▶ Dataset extract
# # # #
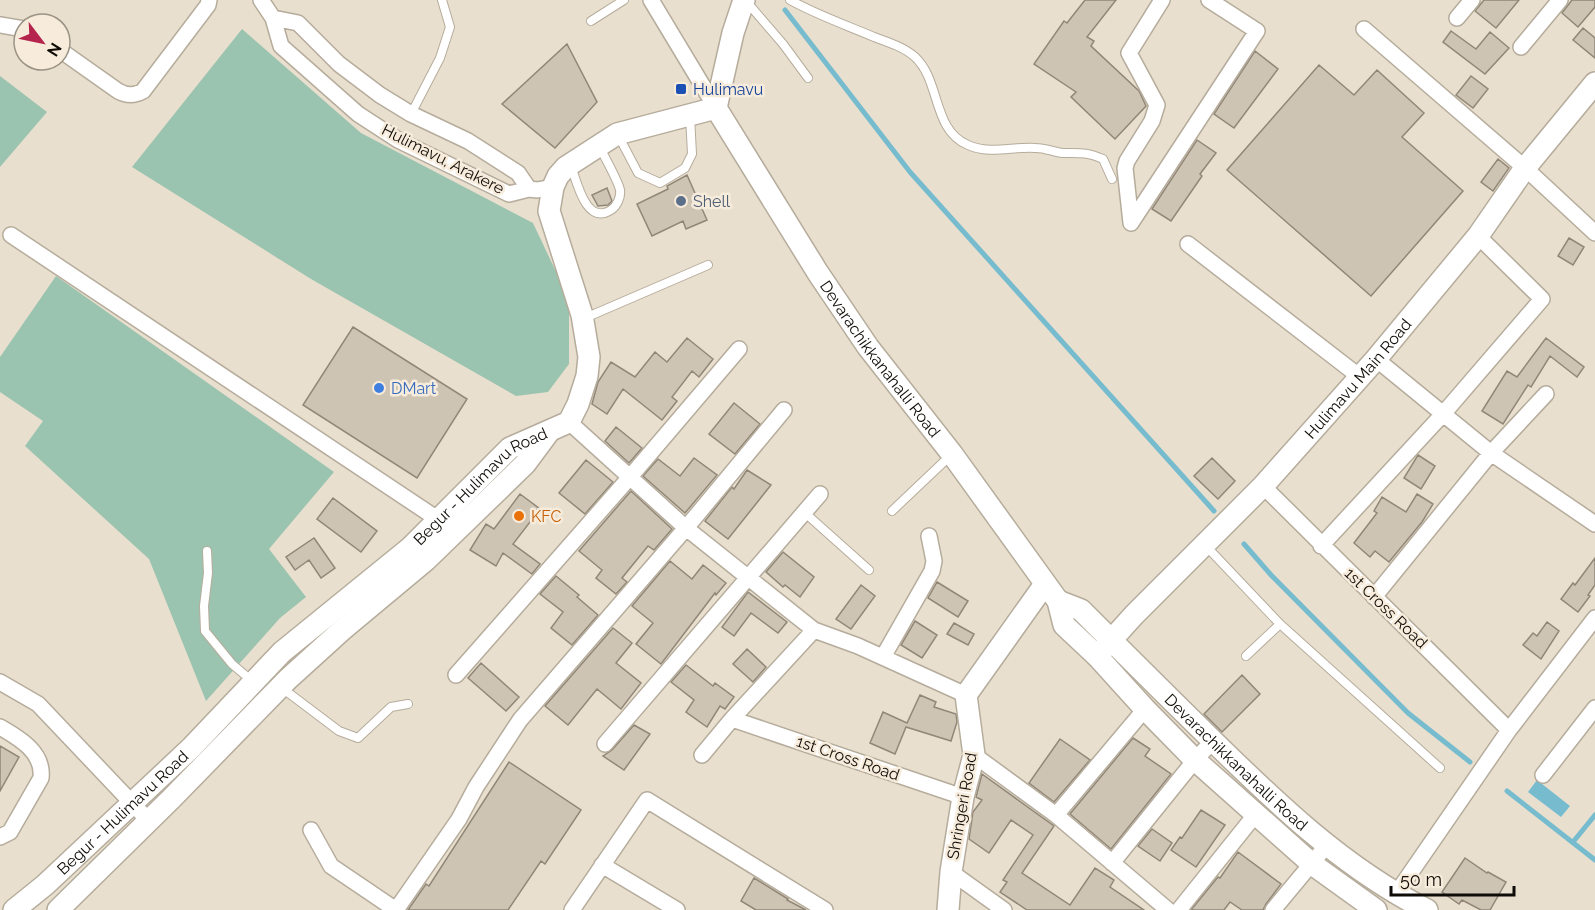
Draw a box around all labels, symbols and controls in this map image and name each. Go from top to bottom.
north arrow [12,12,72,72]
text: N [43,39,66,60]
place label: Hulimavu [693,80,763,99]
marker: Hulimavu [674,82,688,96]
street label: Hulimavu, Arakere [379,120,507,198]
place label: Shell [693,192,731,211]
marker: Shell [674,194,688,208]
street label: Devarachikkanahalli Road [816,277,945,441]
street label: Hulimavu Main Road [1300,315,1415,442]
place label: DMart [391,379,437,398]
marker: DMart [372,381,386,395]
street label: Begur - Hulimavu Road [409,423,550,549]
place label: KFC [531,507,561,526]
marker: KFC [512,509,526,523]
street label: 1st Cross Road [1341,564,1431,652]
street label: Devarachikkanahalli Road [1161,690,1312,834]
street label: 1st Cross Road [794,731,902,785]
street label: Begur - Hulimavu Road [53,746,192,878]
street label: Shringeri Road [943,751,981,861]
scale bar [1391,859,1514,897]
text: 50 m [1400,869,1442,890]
# # # #
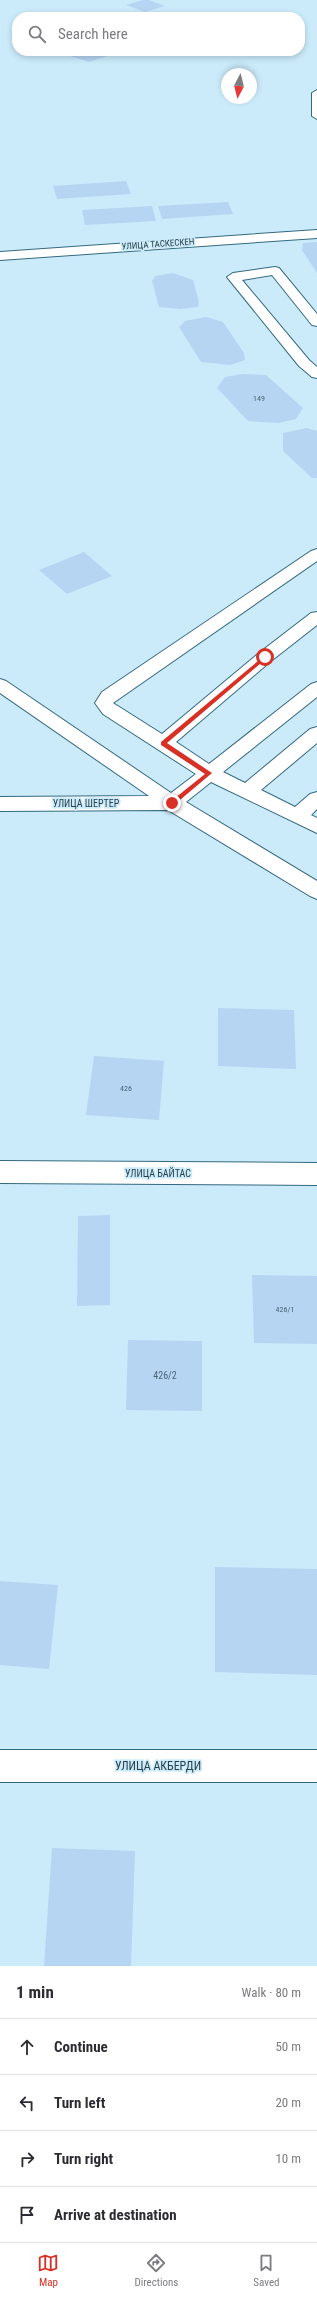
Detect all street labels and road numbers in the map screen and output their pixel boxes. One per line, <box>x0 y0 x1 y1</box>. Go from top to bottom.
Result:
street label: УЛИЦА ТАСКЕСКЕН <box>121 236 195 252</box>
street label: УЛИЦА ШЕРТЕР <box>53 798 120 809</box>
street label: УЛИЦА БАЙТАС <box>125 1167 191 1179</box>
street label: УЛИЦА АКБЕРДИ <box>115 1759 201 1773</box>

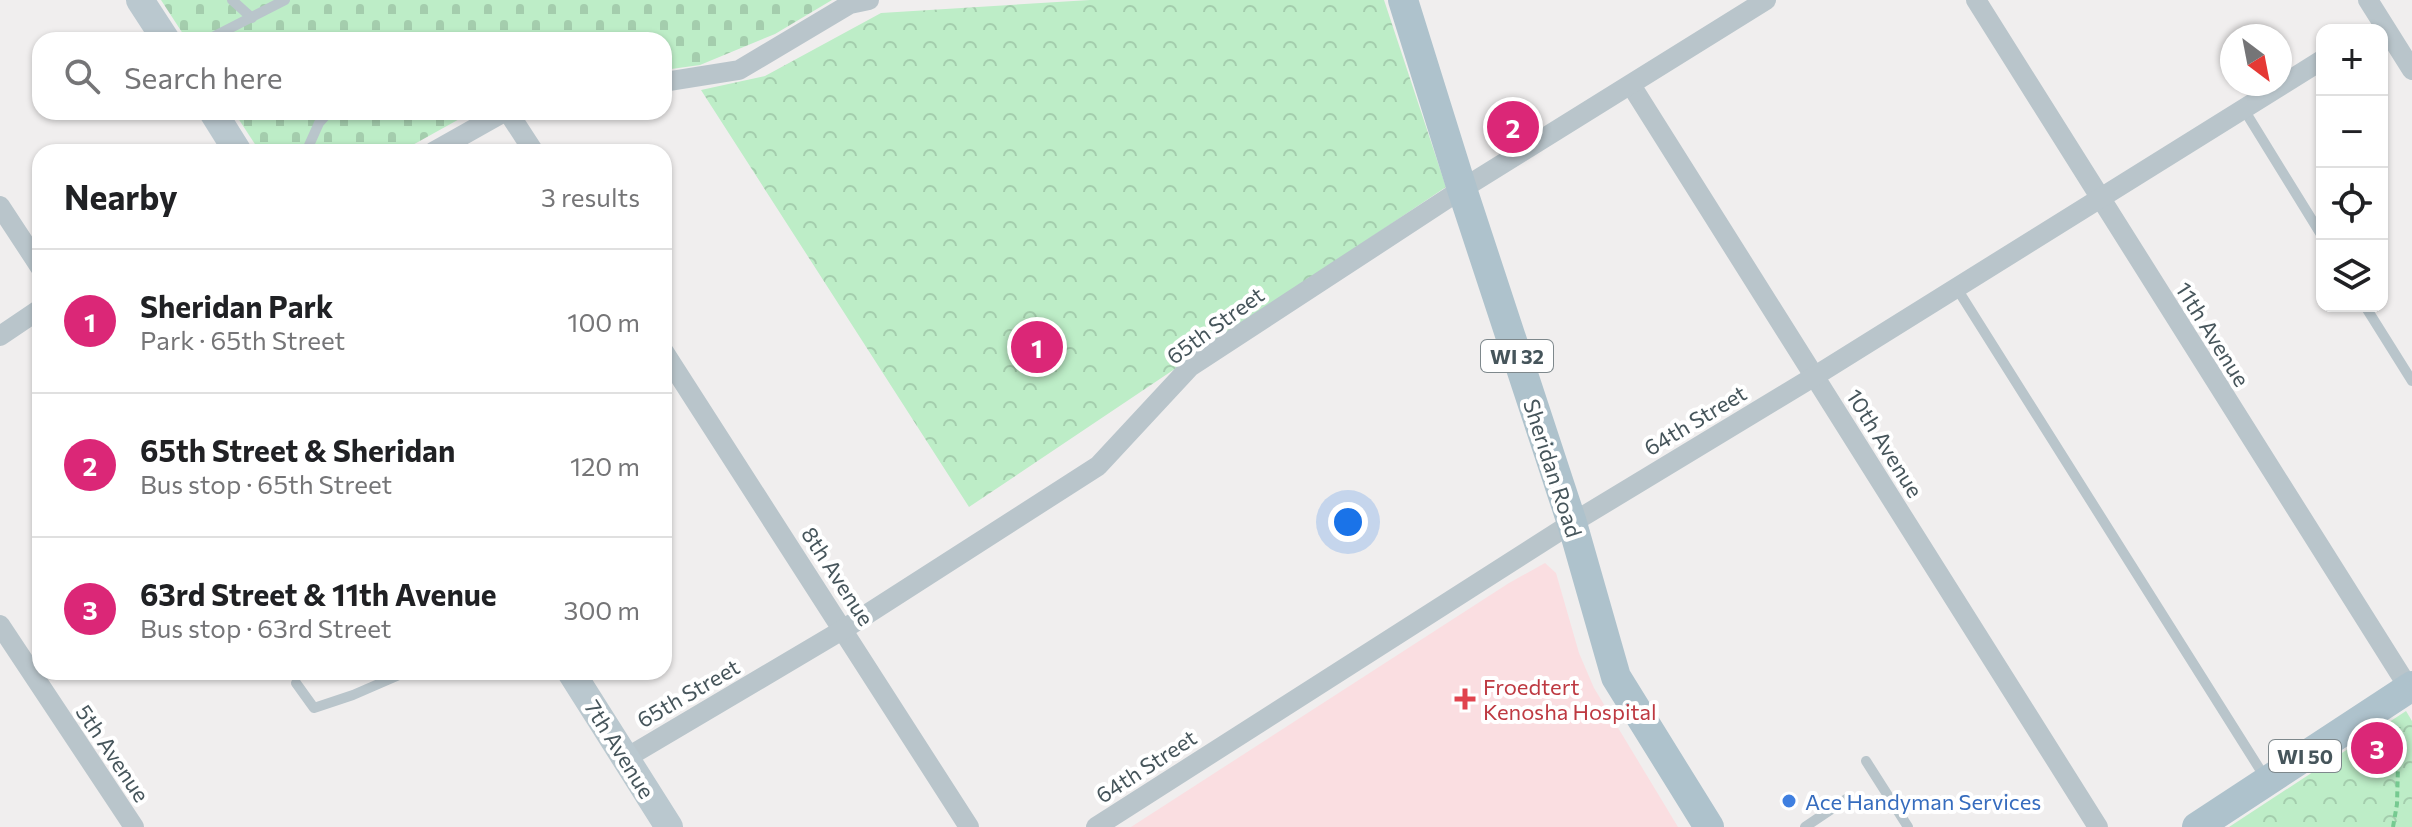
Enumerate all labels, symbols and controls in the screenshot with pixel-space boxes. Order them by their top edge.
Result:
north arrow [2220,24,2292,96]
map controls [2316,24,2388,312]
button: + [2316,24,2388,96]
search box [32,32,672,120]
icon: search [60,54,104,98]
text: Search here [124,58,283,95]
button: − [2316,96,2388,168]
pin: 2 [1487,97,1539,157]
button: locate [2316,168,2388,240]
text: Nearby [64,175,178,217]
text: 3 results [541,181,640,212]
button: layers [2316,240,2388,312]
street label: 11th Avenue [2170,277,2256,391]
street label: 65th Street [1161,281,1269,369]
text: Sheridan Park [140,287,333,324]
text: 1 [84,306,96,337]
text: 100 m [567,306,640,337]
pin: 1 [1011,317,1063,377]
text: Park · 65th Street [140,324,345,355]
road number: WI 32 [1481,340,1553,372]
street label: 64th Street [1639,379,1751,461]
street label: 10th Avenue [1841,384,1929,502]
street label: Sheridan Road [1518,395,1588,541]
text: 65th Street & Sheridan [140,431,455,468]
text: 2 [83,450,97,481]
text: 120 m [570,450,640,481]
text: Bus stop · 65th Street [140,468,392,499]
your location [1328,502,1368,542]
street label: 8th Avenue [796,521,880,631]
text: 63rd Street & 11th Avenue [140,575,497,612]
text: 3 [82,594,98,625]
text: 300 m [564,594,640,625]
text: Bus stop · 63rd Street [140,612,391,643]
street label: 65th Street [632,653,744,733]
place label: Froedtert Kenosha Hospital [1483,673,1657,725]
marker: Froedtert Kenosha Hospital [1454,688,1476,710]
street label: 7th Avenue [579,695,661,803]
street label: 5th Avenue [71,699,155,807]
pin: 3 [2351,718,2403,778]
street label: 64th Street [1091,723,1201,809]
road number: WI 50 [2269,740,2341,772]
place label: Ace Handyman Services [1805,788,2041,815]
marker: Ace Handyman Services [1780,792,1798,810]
# # # #
▶ Problem details
For the string "their", count the lines of the entries above that include it; answer with the number only.

▶ Output for this exercise
2